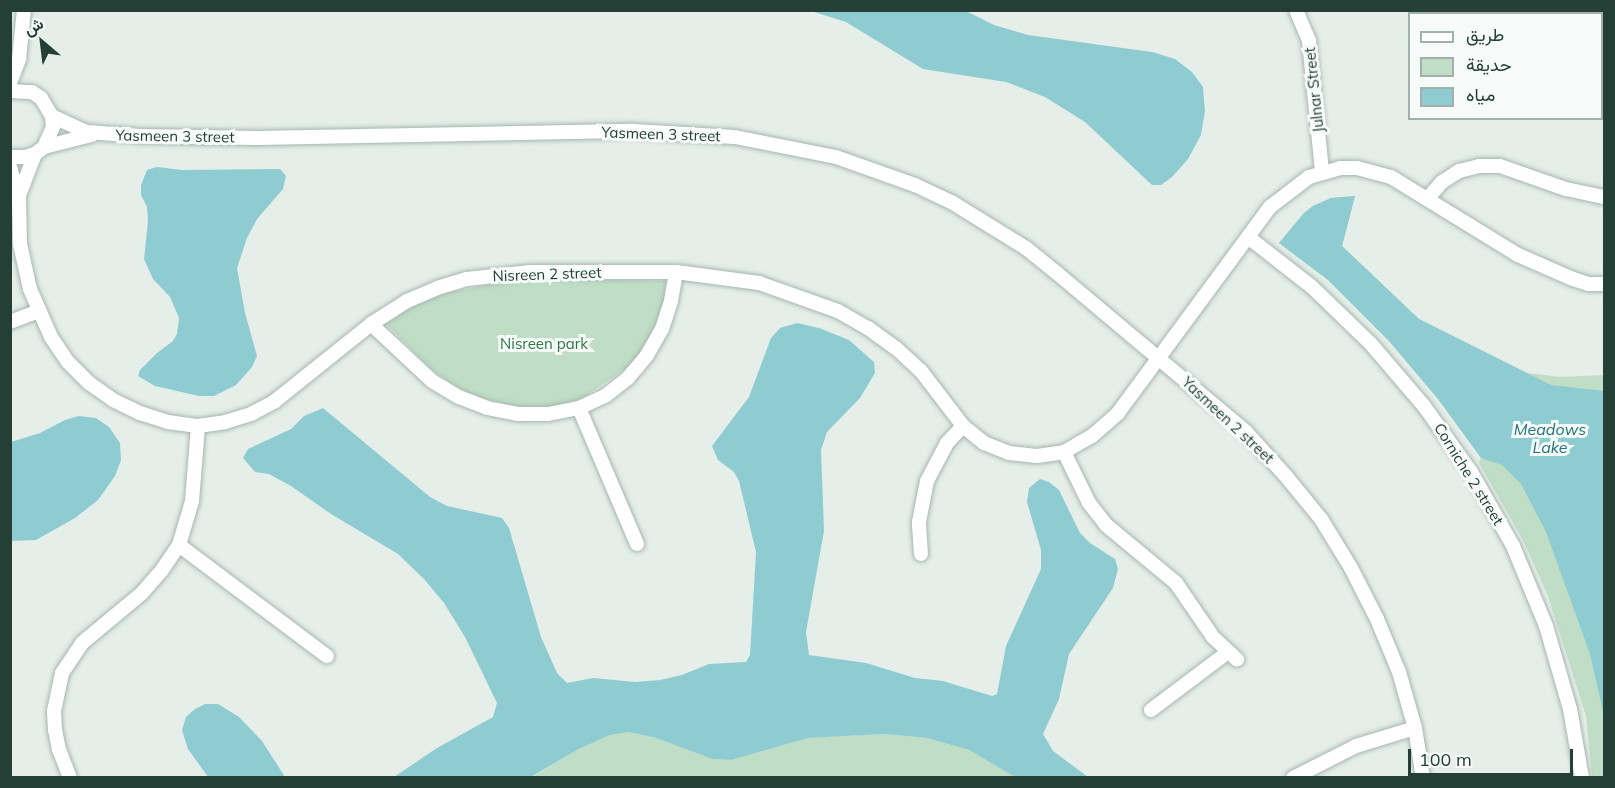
<!DOCTYPE html>
<html>
<head>
<meta charset="utf-8">
<style>
	body { margin:0 }
	#map { position:relative; width:1615px; height:788px; overflow:hidden; background:#e5eee9; font-family:Mulish,Vazirmatn,sans-serif }
	div>[style] { position:absolute }
	[style*='--x'] { left:calc(var(--x)*1px); top:calc(var(--y)*1px); width:calc(var(--w)*1px); rotate:calc(var(--a)*1deg) }
	.green>* { inset:0; background:#bfdec5 }
	.water>* { inset:0; background:#8fccd1 }
	.roads { filter:drop-shadow(0 0 2px #a7b6b0) drop-shadow(0 0 2px #a7b6b0) }
	.minor>* { height:14px; margin:-7px; padding:0 7px; transform-origin:7px; border-radius:7px; background:#fff }
	span { translate:-50% -50%; white-space:nowrap; text-align:center; line-height:1.15; -webkit-text-stroke:6px #f6faf8; paint-order:stroke }
	.street-label { font-size:15px; color:#244036 }
	.park-label { font-size:15px; color:#2f7645 }
	.water-label { font-size:16px; color:#1f737b; font-style:italic }
	.frame { position:absolute; inset:0; border:12px solid #244036; pointer-events:none }
	.legend { position:absolute; left:1408px; top:12px; width:195px; height:108px; box-sizing:border-box; background:#f6faf8; border:2px solid #a2b0aa; margin:0; padding:8px 10px; list-style:none; font-size:18px; color:#244036 }
	.legend li { display:flex; align-items:center; gap:12px; height:30px }
	.legend b { width:30px; border:2px solid #a2b0aa }
	.north { position:absolute; left:12px; top:12px; width:60px; height:60px; -webkit-text-stroke:4px #f6faf8; paint-order:stroke; rotate:332deg; font-size:16px; font-weight:700; line-height:24px; text-align:center; color:#244036 }
	.north::after { content:''; display:block; margin:auto; width:21px; height:27px; background:#244036; clip-path:polygon(50% 0,100% 100%,50% 72%,0 100%) }
	.scale { position:absolute; left:1408px; top:749px; width:165px; height:27px; box-sizing:border-box; border:3px solid #244036; border-top:0; padding-left:8px; font-size:18px; line-height:21px; white-space:nowrap; color:#244036; -webkit-text-stroke:4px #f6faf8; paint-order:stroke }
</style>
</head>
<body>
<div id="map">
	<div class="green">
		<div style="clip-path:polygon(1355px 196px,1342px 246px,1419px 319px,1527px 373px,1561px 377px,1604px 375px,1604px 777px,1592px 777px,1586px 716px,1548px 596px,1523px 540px,1479px 463px,1481px 458px,1438px 399px,1389px 341px,1328px 280px,1279px 243px,1304px 213px,1313px 206px,1331px 198px)"></div>
		<div style="clip-path:polygon(551px 279px,666px 281px,662px 311px,650px 339px,634px 363px,581px 399px,555px 407px,529px 409px,476px 397px,452px 384px,429px 367px,386px 324px,411px 307px,436px 295px,506px 281px)"></div>
		<div style="clip-path:polygon(629px 732px,656px 738px,712px 759px,731px 760px,808px 738px,884px 734px,927px 738px,969px 750px,1015px 777px,531px 778px,579px 749px,610px 735px)"></div>
	</div>
	<div class="water">
		<div style="clip-path:polygon(811px 11px,966px 11px,994px 25px,1028px 35px,1152px 52px,1175px 59px,1192px 72px,1203px 87px,1205px 111px,1201px 135px,1188px 159px,1172px 177px,1161px 185px,1152px 185px,1085px 122px,1045px 97px,1006px 82px,923px 69px,846px 22px)"></div>
		<div style="clip-path:polygon(157px 167px,182px 170px,280px 169px,286px 176px,283px 189px,257px 219px,247px 238px,237px 268px,245px 313px,257px 356px,252px 367px,236px 385px,214px 396px,199px 396px,155px 386px,138px 376px,140px 370px,157px 353px,173px 341px,177px 334px,179px 318px,170px 297px,153px 279px,144px 259px,148px 221px,147px 207px,141px 195px,141px 185px,147px 170px)"></div>
		<div style="clip-path:polygon(1355px 196px,1342px 246px,1419px 319px,1551px 385px,1604px 391px,1604px 716px,1590px 654px,1546px 532px,1521px 484px,1502px 465px,1481px 458px,1438px 399px,1389px 341px,1328px 280px,1279px 243px,1304px 213px,1313px 206px,1331px 198px)"></div>
		<div style="clip-path:polygon(797px 323px,819px 328px,849px 340px,874px 362px,875px 373px,860px 398px,827px 432px,821px 450px,824px 531px,806px 632px,809px 655px,866px 663px,915px 678px,943px 681px,992px 696px,997px 694px,1006px 646px,1041px 569px,1041px 550px,1027px 502px,1029px 488px,1040px 479px,1049px 482px,1059px 490px,1080px 533px,1090px 543px,1115px 559px,1118px 569px,1113px 588px,1069px 654px,1059px 699px,1043px 734px,1053px 751px,1088px 777px,1015px 777px,969px 750px,927px 738px,884px 734px,808px 738px,731px 760px,712px 759px,656px 738px,629px 732px,610px 735px,579px 749px,531px 777px,394px 777px,437px 748px,493px 717px,497px 703px,465px 637px,444px 603px,424px 579px,398px 554px,331px 514px,291px 486px,269px 474px,255px 472px,243px 458px,248px 449px,291px 429px,304px 416px,323px 408px,430px 497px,447px 506px,502px 518px,509px 528px,541px 637px,557px 673px,567px 683px,593px 678px,635px 682px,660px 680px,682px 675px,709px 664px,746px 662px,750px 655px,756px 552px,739px 481px,734px 472px,718px 460px,712px 446px,749px 397px,771px 338px,780px 328px)"></div>
		<div style="clip-path:polygon(79px 416px,96px 418px,109px 427px,120px 443px,121px 460px,115px 476px,98px 500px,75px 518px,36px 540px,11px 541px,11px 442px,40px 433px,65px 420px)"></div>
		<div style="clip-path:polygon(205px 704px,218px 704px,239px 717px,262px 741px,285px 777px,208px 777px,188px 749px,182px 730px,186px 717px,195px 709px)"></div>
	</div>
	<div class="roads">
		<div class="minor">
			<div style="--x:1296;--y:10;--w:34;--a:67"></div>
			<div style="--x:1309;--y:41;--w:132;--a:84.3"></div>
			<div style="--x:10;--y:83;--w:26;--a:-69"></div>
			<div style="--x:19;--y:59;--w:49;--a:-84.2"></div>
			<div style="--x:10;--y:91;--w:22;--a:3"></div>
			<div style="--x:32;--y:92;--w:11;--a:34"></div>
			<div style="--x:41;--y:98;--w:21;--a:59"></div>
			<div style="--x:52;--y:116;--w:11;--a:85"></div>
			<div style="--x:53;--y:127;--w:22;--a:114"></div>
			<div style="--x:44;--y:147;--w:11;--a:142"></div>
			<div style="--x:35;--y:154;--w:10;--a:163"></div>
			<div style="--x:25;--y:157;--w:15;--a:180"></div>
			<div style="--x:52;--y:116;--w:38;--a:25"></div>
			<div style="--x:87;--y:132;--w:54;--a:4.2"></div>
			<div style="--x:141;--y:136;--w:116;--a:1"></div>
			<div style="--x:257;--y:138;--w:377;--a:-1.1"></div>
			<div style="--x:634;--y:131;--w:101;--a:3.4"></div>
			<div style="--x:735;--y:137;--w:103;--a:11.2"></div>
			<div style="--x:836;--y:157;--w:84;--a:19.5"></div>
			<div style="--x:915;--y:185;--w:42;--a:25.3"></div>
			<div style="--x:953;--y:203;--w:86;--a:31.7"></div>
			<div style="--x:1026;--y:248;--w:41;--a:39.1"></div>
			<div style="--x:1058;--y:274;--w:246;--a:40"></div>
			<div style="--x:1246;--y:432;--w:58;--a:47.8"></div>
			<div style="--x:1285;--y:475;--w:57;--a:50.7"></div>
			<div style="--x:1321;--y:519;--w:57;--a:58.5"></div>
			<div style="--x:1351;--y:568;--w:57;--a:63"></div>
			<div style="--x:1377;--y:619;--w:57;--a:67.5"></div>
			<div style="--x:1399;--y:672;--w:58;--a:74.1"></div>
			<div style="--x:1415;--y:728;--w:51;--a:80.9"></div>
			<div style="--x:44;--y:147;--w:49;--a:-14.3"></div>
			<div style="--x:10;--y:167;--w:32;--a:74"></div>
			<div style="--x:19;--y:198;--w:46;--a:88.8"></div>
			<div style="--x:20;--y:244;--w:46;--a:77.5"></div>
			<div style="--x:30;--y:289;--w:52;--a:66.4"></div>
			<div style="--x:51;--y:337;--w:30;--a:56"></div>
			<div style="--x:68;--y:362;--w:30;--a:45"></div>
			<div style="--x:89;--y:383;--w:29;--a:35"></div>
			<div style="--x:113;--y:400;--w:30;--a:26"></div>
			<div style="--x:140;--y:413;--w:29;--a:18"></div>
			<div style="--x:168;--y:422;--w:30;--a:8"></div>
			<div style="--x:198;--y:426;--w:27;--a:-8"></div>
			<div style="--x:225;--y:422;--w:27;--a:-17"></div>
			<div style="--x:251;--y:414;--w:27;--a:-28"></div>
			<div style="--x:275;--y:401;--w:123;--a:-38.7"></div>
			<div style="--x:371;--y:324;--w:43;--a:-32.6"></div>
			<div style="--x:407;--y:301;--w:33;--a:-23"></div>
			<div style="--x:437;--y:288;--w:31;--a:-17"></div>
			<div style="--x:467;--y:279;--w:62;--a:-6.4"></div>
			<div style="--x:529;--y:272;--w:147;--a:0"></div>
			<div style="--x:676;--y:272;--w:84;--a:7.5"></div>
			<div style="--x:759;--y:283;--w:84;--a:19.5"></div>
			<div style="--x:838;--y:311;--w:34;--a:30"></div>
			<div style="--x:868;--y:328;--w:34;--a:36"></div>
			<div style="--x:896;--y:348;--w:34;--a:43"></div>
			<div style="--x:921;--y:371;--w:69;--a:52.6"></div>
			<div style="--x:963;--y:426;--w:27;--a:39"></div>
			<div style="--x:984;--y:443;--w:27;--a:22"></div>
			<div style="--x:1009;--y:453;--w:28;--a:6"></div>
			<div style="--x:1037;--y:456;--w:27;--a:-8"></div>
			<div style="--x:1064;--y:452;--w:32;--a:-30"></div>
			<div style="--x:1092;--y:436;--w:35;--a:-41"></div>
			<div style="--x:1118;--y:413;--w:256;--a:-53.6"></div>
			<div style="--x:1270;--y:207;--w:49;--a:-37.6"></div>
			<div style="--x:1309;--y:177;--w:32;--a:-16"></div>
			<div style="--x:1340;--y:168;--w:17;--a:0"></div>
			<div style="--x:1357;--y:168;--w:35;--a:15"></div>
			<div style="--x:1391;--y:177;--w:149;--a:31.6"></div>
			<div style="--x:1518;--y:255;--w:60;--a:23.6"></div>
			<div style="--x:1573;--y:279;--w:16;--a:18"></div>
			<div style="--x:1588;--y:284;--w:16;--a:0"></div>
			<div style="--x:20;--y:193;--w:42;--a:-69"></div>
			<div style="--x:1428;--y:198;--w:21;--a:-49"></div>
			<div style="--x:1442;--y:182;--w:20;--a:-33"></div>
			<div style="--x:1459;--y:171;--w:21;--a:-14"></div>
			<div style="--x:1479;--y:166;--w:21;--a:0"></div>
			<div style="--x:1500;--y:166;--w:70;--a:19.2"></div>
			<div style="--x:1566;--y:189;--w:39;--a:12"></div>
			<div style="--x:1248;--y:237;--w:81;--a:38"></div>
			<div style="--x:1312;--y:287;--w:82;--a:44"></div>
			<div style="--x:1371;--y:344;--w:82;--a:49.5"></div>
			<div style="--x:1424;--y:406;--w:81;--a:54.5"></div>
			<div style="--x:1471;--y:472;--w:85;--a:60.4"></div>
			<div style="--x:1513;--y:546;--w:87;--a:67.6"></div>
			<div style="--x:1546;--y:626;--w:86;--a:73.9"></div>
			<div style="--x:1570;--y:709;--w:70;--a:80.1"></div>
			<div style="--x:10;--y:322;--w:30;--a:-21"></div>
			<div style="--x:371;--y:324;--w:83;--a:43.1"></div>
			<div style="--x:432;--y:381;--w:31;--a:31"></div>
			<div style="--x:459;--y:397;--w:30;--a:21"></div>
			<div style="--x:487;--y:408;--w:31;--a:11"></div>
			<div style="--x:517;--y:414;--w:31;--a:0"></div>
			<div style="--x:548;--y:414;--w:32;--a:-11"></div>
			<div style="--x:579;--y:408;--w:29;--a:-25"></div>
			<div style="--x:605;--y:396;--w:29;--a:-38"></div>
			<div style="--x:628;--y:378;--w:30;--a:-50"></div>
			<div style="--x:647;--y:355;--w:30;--a:-60"></div>
			<div style="--x:662;--y:329;--w:29;--a:-72"></div>
			<div style="--x:671;--y:301;--w:29;--a:-80"></div>
			<div style="--x:579;--y:408;--w:148;--a:66.9"></div>
			<div style="--x:1064;--y:452;--w:57;--a:63.9"></div>
			<div style="--x:1089;--y:503;--w:28;--a:52"></div>
			<div style="--x:1106;--y:525;--w:91;--a:39.6"></div>
			<div style="--x:1176;--y:583;--w:65;--a:55.6"></div>
			<div style="--x:1213;--y:637;--w:33;--a:43"></div>
			<div style="--x:179;--y:545;--w:185;--a:36.9"></div>
			<div style="--x:921;--y:554;--w:32;--a:-94"></div>
			<div style="--x:919;--y:522;--w:42;--a:-79"></div>
			<div style="--x:927;--y:481;--w:43;--a:-62.2"></div>
			<div style="--x:947;--y:443;--w:23;--a:-47"></div>
			<div style="--x:1151;--y:710;--w:96;--a:-37"></div>
			<div style="--x:70;--y:778;--w:30;--a:-111"></div>
			<div style="--x:59;--y:750;--w:20;--a:-101"></div>
			<div style="--x:55;--y:730;--w:19;--a:-93"></div>
			<div style="--x:54;--y:711;--w:39;--a:-78"></div>
			<div style="--x:62;--y:673;--w:36;--a:-56"></div>
			<div style="--x:82;--y:643;--w:78;--a:-39.8"></div>
			<div style="--x:142;--y:593;--w:30;--a:-49"></div>
			<div style="--x:162;--y:570;--w:30;--a:-56"></div>
			<div style="--x:179;--y:545;--w:46;--a:-73.5"></div>
			<div style="--x:192;--y:501;--w:75;--a:-85.4"></div>
			<div style="--x:1293;--y:778;--w:71;--a:-26.9"></div>
			<div style="--x:1356;--y:746;--w:62;--a:-17"></div>
		</div>
	</div>
	<div class="street-label">
		<span style="left:1314px;top:90px;rotate:-96deg">Julnar Street</span>
		<span style="left:661px;top:134px;rotate:2deg">Yasmeen 3 street</span>
		<span style="left:175px;top:136px;rotate:1deg">Yasmeen 3 street</span>
		<span style="left:547px;top:274px;rotate:-2deg">Nisreen 2 street</span>
		<span style="left:1228px;top:420px;rotate:43deg">Yasmeen 2 street</span>
		<span style="left:1469px;top:474px;rotate:58deg">Corniche 2 street</span>
	</div>
	<div class="park-label">
		<span style="left:544px;top:344px">Nisreen park</span>
	</div>
	<div class="water-label">
		<span style="left:1550px;top:438px">Meadows<br>Lake</span>
	</div>
	<div class="frame"></div>
	<ul class="legend">
	<li><b style="height:8px;background:#fff"></b>طريق</li>
	<li><b style="height:16px;background:#bfdec5"></b>حديقة</li>
	<li><b style="height:16px;background:#8fccd1"></b>مياه</li>
	</ul>
	<div class="north">ش</div>
	<div class="scale">100 m</div>
</div>
</body>
</html>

* * * * * * *

- **Your assignment**
Using the data above, repeat exactly the lines that begin at the line with "font-size:16px; color:#1f737b; font-style:italic" and end at the line with "196px,1342px 246px,1419px 319px,1527px", both ends included.

- **Solution to the exercise**
	.water-label { font-size:16px; color:#1f737b; font-style:italic }
	.frame { position:absolute; inset:0; border:12px solid #244036; pointer-events:none }
	.legend { position:absolute; left:1408px; top:12px; width:195px; height:108px; box-sizing:border-box; background:#f6faf8; border:2px solid #a2b0aa; margin:0; padding:8px 10px; list-style:none; font-size:18px; color:#244036 }
	.legend li { display:flex; align-items:center; gap:12px; height:30px }
	.legend b { width:30px; border:2px solid #a2b0aa }
	.north { position:absolute; left:12px; top:12px; width:60px; height:60px; -webkit-text-stroke:4px #f6faf8; paint-order:stroke; rotate:332deg; font-size:16px; font-weight:700; line-height:24px; text-align:center; color:#244036 }
	.north::after { content:''; display:block; margin:auto; width:21px; height:27px; background:#244036; clip-path:polygon(50% 0,100% 100%,50% 72%,0 100%) }
	.scale { position:absolute; left:1408px; top:749px; width:165px; height:27px; box-sizing:border-box; border:3px solid #244036; border-top:0; padding-left:8px; font-size:18px; line-height:21px; white-space:nowrap; color:#244036; -webkit-text-stroke:4px #f6faf8; paint-order:stroke }
</style>
</head>
<body>
<div id="map">
	<div class="green">
		<div style="clip-path:polygon(1355px 196px,1342px 246px,1419px 319px,1527px 373px,1561px 377px,1604px 375px,1604px 777px,1592px 777px,1586px 716px,1548px 596px,1523px 540px,1479px 463px,1481px 458px,1438px 399px,1389px 341px,1328px 280px,1279px 243px,1304px 213px,1313px 206px,1331px 198px)"></div>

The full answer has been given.